The L40S offers 362 TFLOPS FP16 versus L40 90.5 TFLOPS, a 4x boost for AI tasks. It adds 724 TFLOPS FP8 absent on L40, with FP32 at 91 TFLOPS versus 90.5 TFLOPS.

Which has better pricing on gpuperhour.com?▾

L40S starts at $0.40 per hour across 18 offers, cheaper minimum than L40 $0.67 per hour over 11 offers. L40 averages lower at $0.86 versus L40S $1.10.

Do L40 and L40S have the same VRAM?▾

Both provide 48 GB VRAM with 864 GB/s bandwidth. L40 uses GDDR6, L40S GDDR6X for potential efficiency gains.

What is the TDP difference?▾

L40 consumes 300W, L40S 350W. Higher TDP on L40S supports sustained peak performance in demanding workloads.

Are they the same architecture?▾

Both use Ada Lovelace from 2023 in PCIe form factors. L40S specifies PCIe 4.0 interconnect.

Is L40S better for inference?▾

Yes, L40S FP8 724 TFLOPS excels in quantized LLM inference. FP16 362 TFLOPS also outperforms L40 90.5 TFLOPS.

Which is cheaper to rent, the L40 or the L40S?▾

Cloud rental prices for both the L40 and L40S vary by provider, configuration, and availability.
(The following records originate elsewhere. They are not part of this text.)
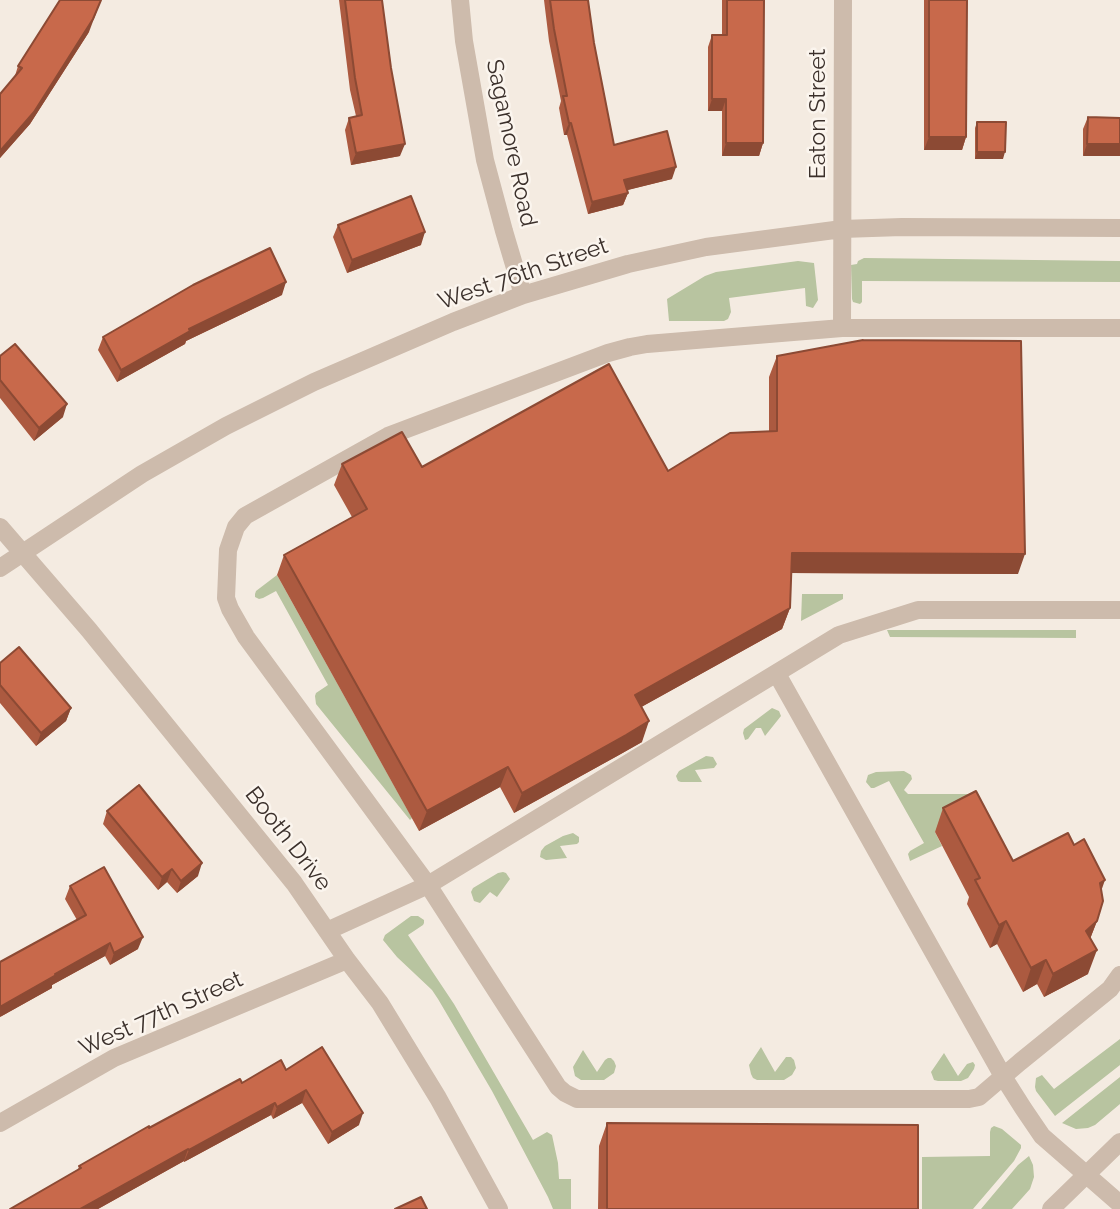 <!DOCTYPE html>
<style>
body{margin:0}
canvas{display:block;background:#f4ebe1}
</style>
<canvas width="1120" height="1209"></canvas>
<script>
const ctx = document.querySelector('canvas').getContext('2d');
ctx.lineJoin = 'round';
function fill(path, color) { ctx.fillStyle = color; ctx.fill(path, 'evenodd'); }
const toPath = rows => new Path2D(rows.map(r => 'M' + r).join(''));
function strokePath(path, color, width, dash) { ctx.strokeStyle = color; ctx.lineWidth = width; ctx.lineCap = dash ? 'butt' : 'round'; ctx.setLineDash(dash || []); ctx.stroke(path); }
function drawText(font, color, halo, rows, align = 'center') {
  ctx.font = font + ' Raleway,sans-serif'; ctx.lineWidth = 5; ctx.setLineDash([]); ctx.textBaseline = 'middle'; ctx.strokeStyle = halo; ctx.fillStyle = color; for (const [text, x, y, turn = 0] of rows) {
    ctx.save(); ctx.translate(x, y); ctx.rotate((+turn || 0) * Math.PI / 180); ctx.textAlign = isNaN(turn) ? turn : align; if (halo) ctx.strokeText(text, 0, 0); ctx.fillText(text, 0, 0); ctx.restore();
  }
}
fill(toPath([
 [864,258,1120,261,1120,282,862,281,862,302,860,304,853,302,852,299,851,265,857,264,858,261],
 [798,261,814,263,818,300,813,308,806,306,805,288,729,298,731,312,728,319,724,321,669,321,667,299,705,276,716,272],
 [277,575,412,818,410,820,316,704,315,696,316,693,328,685,276,591,263,598,259,599,255,597,255,594,256,591],
 [802,594,843,594,843,599,801,621],
 [887,630,1076,630,1076,638,890,637],
 [772,708,779,711,781,716,765,736,761,728,756,728,748,739,745,740,743,733,744,729],
 [706,756,713,757,717,764,714,768,695,770,702,782,681,782,678,781,676,776,679,771],
 [904,771,911,775,912,779,904,790,908,794,972,794,935,832,942,846,910,861,908,854,910,851,924,843,889,781,874,788,871,788,866,782,868,775,876,772],
 [573,833,579,837,579,842,577,844,560,846,567,858,546,860,540,857,541,851,545,846,563,836],
 [503,872,506,873,510,879,497,897,490,892,480,903,474,901,471,892,473,888,498,873],
 [411,916,418,916,424,920,424,923,423,925,408,935,454,1004,533,1140,547,1132,552,1135,558,1163,559,1179,571,1179,571,1209,553,1209,548,1197,492,1091,438,999,432,990,397,957,383,940,385,935],
 [1120,1039,1120,1065,1055,1116,1036,1091,1035,1087,1036,1078,1042,1075,1054,1089],
 [761,1047,775,1072,786,1057,791,1057,794,1060,796,1068,792,1075,784,1080,757,1080,753,1078,751,1074,749,1065],
 [583,1050,597,1072,605,1060,608,1058,611,1058,614,1061,616,1066,614,1073,604,1080,581,1080,575,1076,573,1067],
 [944,1053,958,1076,967,1064,973,1062,975,1065,974,1069,968,1078,961,1081,938,1081,934,1080,931,1072],
 [1120,1077,1120,1104,1095,1125,1088,1128,1076,1129,1062,1123],
 [994,1126,1002,1129,1021,1145,1021,1148,1014,1161,973,1209,922,1209,922,1157,990,1156,990,1132,991,1128],
 [1029,1156,1033,1165,1034,1177,1030,1189,1022,1198,1012,1209,981,1209,1018,1165]
]), '#b8c4a0');
strokePath(toPath([
 [460,0,464,41,485,160,504,231,523,295],
 [843,0,842,328,1120,328],
 [842,328,647,344,630,347,608,353,388,436,245,516,236,527,228,550,226,598,230,609,246,637,428,885,558,1087,565,1093,577,1099,969,1099,979,1097,1020,1062,1110,989,1120,975],
 [0,527,89,630,294,883,347,960,380,1003,438,1098,499,1209],
 [0,568,142,474,226,426,314,382,453,322,523,295,628,264,706,247,842,229,902,227,1120,228],
 [777,674,1004,1078,1023,1108,1042,1136,1120,1204],
 [327,931,428,885,839,635,918,610,1120,610],
 [0,1123,114,1058,347,960],
 [1051,1209,1120,1142]
]), '#cdbbac', 18);
fill(toPath([
 [339,0,382,0,400,156,351,165,345,130,349,118,356,116,350,90],
 [544,0,588,0,594,43,614,145,672,179,627,190,628,193,623,205,588,214,567,135,564,135,559,108,561,101,549,41],
 [722,0,764,0,763,143,759,156,722,156,722,111,708,111,708,47,712,35,722,35],
 [924,0,967,0,966,137,962,150,924,150],
 [89,32,30,124,0,158,0,94,14,79,18,66],
 [1088,117,1120,118,1083,156,1083,129],
 [977,122,1003,159,975,159,975,128],
 [338,225,421,245,347,273,333,237],
 [282,295,186,341,185,344,117,382,98,350,103,337],
 [0,356,63,417,34,441,0,398],
 [777,356,1018,574,791,573,790,608,782,629,641,707,642,742,619,755,514,813,500,787,419,831,277,575,284,555,352,517,334,485,342,464,422,467,668,471,769,431,769,377],
 [0,663,71,708,66,721,36,746,0,703],
 [943,808,1013,861,1074,845,1101,891,1097,921,1090,939,1088,974,1044,997,1037,984,1023,992,997,944,990,948,967,904,969,897,935,832],
 [107,811,198,876,177,893,167,882,158,890,103,824],
 [70,886,138,949,110,965,105,956,52,985,52,988,0,1017,77,920,65,899],
 [286,1070,359,1125,328,1144,302,1103,273,1119,271,1115,184,1162,184,1161,98,1209,10,1209,78,1170,79,1166,149,1128,242,1083],
 [607,1123,918,1209,598,1209,599,1146]
]), '#ac5a40');
fill(toPath([
 [101,0,89,32,30,124,0,158,0,151],
 [712,99,726,99,722,111,708,111],
 [569,123,571,123,567,135,564,135],
 [929,137,966,137,962,150,924,150],
 [726,143,763,143,759,156,722,156],
 [405,144,400,156,351,165,356,153],
 [1087,144,1120,144,1120,156,1083,156],
 [977,152,1005,152,1003,159,975,159],
 [676,167,672,179,620,192,624,180],
 [628,193,623,205,588,214,592,202],
 [425,232,421,245,347,273,352,260],
 [286,282,282,295,186,341,185,344,117,382,121,370,189,329],
 [67,404,63,417,34,441,39,428],
 [792,553,1025,554,1018,574,784,573],
 [790,608,782,629,627,715,635,695],
 [71,708,66,721,36,746,41,733],
 [649,721,642,742,619,755,514,813,522,793],
 [508,767,500,787,419,831,427,811],
 [202,863,198,876,177,893,181,881],
 [172,869,167,882,158,890,162,877],
 [1105,880,1097,903,1100,883],
 [1006,921,997,944,990,948,999,925],
 [1097,921,1088,944,1086,931],
 [143,937,138,949,110,965,114,953],
 [110,943,105,956,52,985,52,988,0,1017,0,1007,55,974],
 [1097,950,1088,974,1044,997,1053,974],
 [1046,960,1037,984,1023,992,1031,968],
 [306,1090,302,1103,273,1119,277,1107],
 [275,1103,271,1115,184,1162,189,1150],
 [363,1113,359,1125,328,1144,332,1132],
 [188,1149,184,1161,98,1209,80,1209]
]), '#8c4a34');
const building = toPath([
 [60,0,101,0,93,19,34,112,0,151,0,94,22,68,18,66,60,0],
 [345,0,382,0,391,68,405,144,356,153,349,118,362,115,355,78,345,0],
 [550,0,588,0,594,43,614,145,667,131,676,167,624,180,628,193,592,202,571,123,569,123,563,96,567,96,554,29,550,0],
 [727,0,764,0,763,143,726,143,726,99,712,99,712,35,727,35,727,0],
 [929,0,967,0,966,137,929,137,929,0],
 [1088,117,1120,118,1120,144,1087,144,1088,117],
 [977,122,1006,122,1005,152,977,152,977,122],
 [411,196,425,232,352,260,338,225,411,196],
 [270,248,286,282,189,329,190,331,121,370,103,337,193,285,270,248],
 [863,340,1021,341,1025,554,792,553,790,608,635,695,649,721,626,735,522,793,508,767,427,811,284,555,367,509,342,464,402,432,422,467,609,364,668,471,730,433,777,431,777,356,863,340],
 [15,344,67,404,39,428,0,380,0,356,15,344],
 [19,647,71,708,41,733,0,685,0,663,19,647],
 [139,785,202,863,181,881,172,869,162,877,107,811,139,785],
 [976,791,1013,861,1068,833,1074,845,1084,839,1105,880,1100,883,1103,901,1097,921,1086,931,1097,950,1053,974,1046,960,1031,968,1006,921,999,925,975,880,980,878,943,808,976,791],
 [104,867,143,937,114,953,110,943,55,974,56,975,0,1007,0,962,86,915,70,886,104,867],
 [322,1047,363,1113,332,1132,306,1090,277,1107,275,1103,189,1150,188,1149,80,1209,10,1209,81,1168,79,1166,149,1126,149,1128,240,1079,242,1083,281,1060,286,1070,322,1047],
 [607,1123,918,1125,918,1209,607,1209,607,1123],
 [421,1197,427,1209,395,1209,421,1197]
]);
fill(building, '#c8694b');
strokePath(building, '#8c4a34', 2);
drawText('23px', '#3b302b', '#fbf5ee', [
 ["Eaton Street",818,114,-90],
 ["Sagamore Road",511,143,78],
 ["West 76th Street",523,274,-19],
 ["Booth Drive",288,839,52],
 ["West 77th Street",161,1014,-24]
]);
</script>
This page shows live pricing from 25+ providers updated every 60 seconds. Scroll to the Live Cloud Pricing section to compare current rates.

How much VRAM does the L40 have compared to the L40S?▾

The L40 has 48 GB of GDDR6 memory. The L40S has 48 GB of GDDR6X memory.

Can I find L40 and L40S GPUs available to rent right now?▾

Yes. This page shows real-time availability across 25+ cloud GPU providers. The Live Cloud Pricing section displays only in-stock offers with current pricing.

What is the main difference between the L40 and the L40S?▾

The L40 uses the Ada Lovelace architecture (2023) while the L40S uses Ada Lovelace (2023). The L40S delivers 4.0x the FP16 throughput and 1.0x the memory bandwidth of the L40.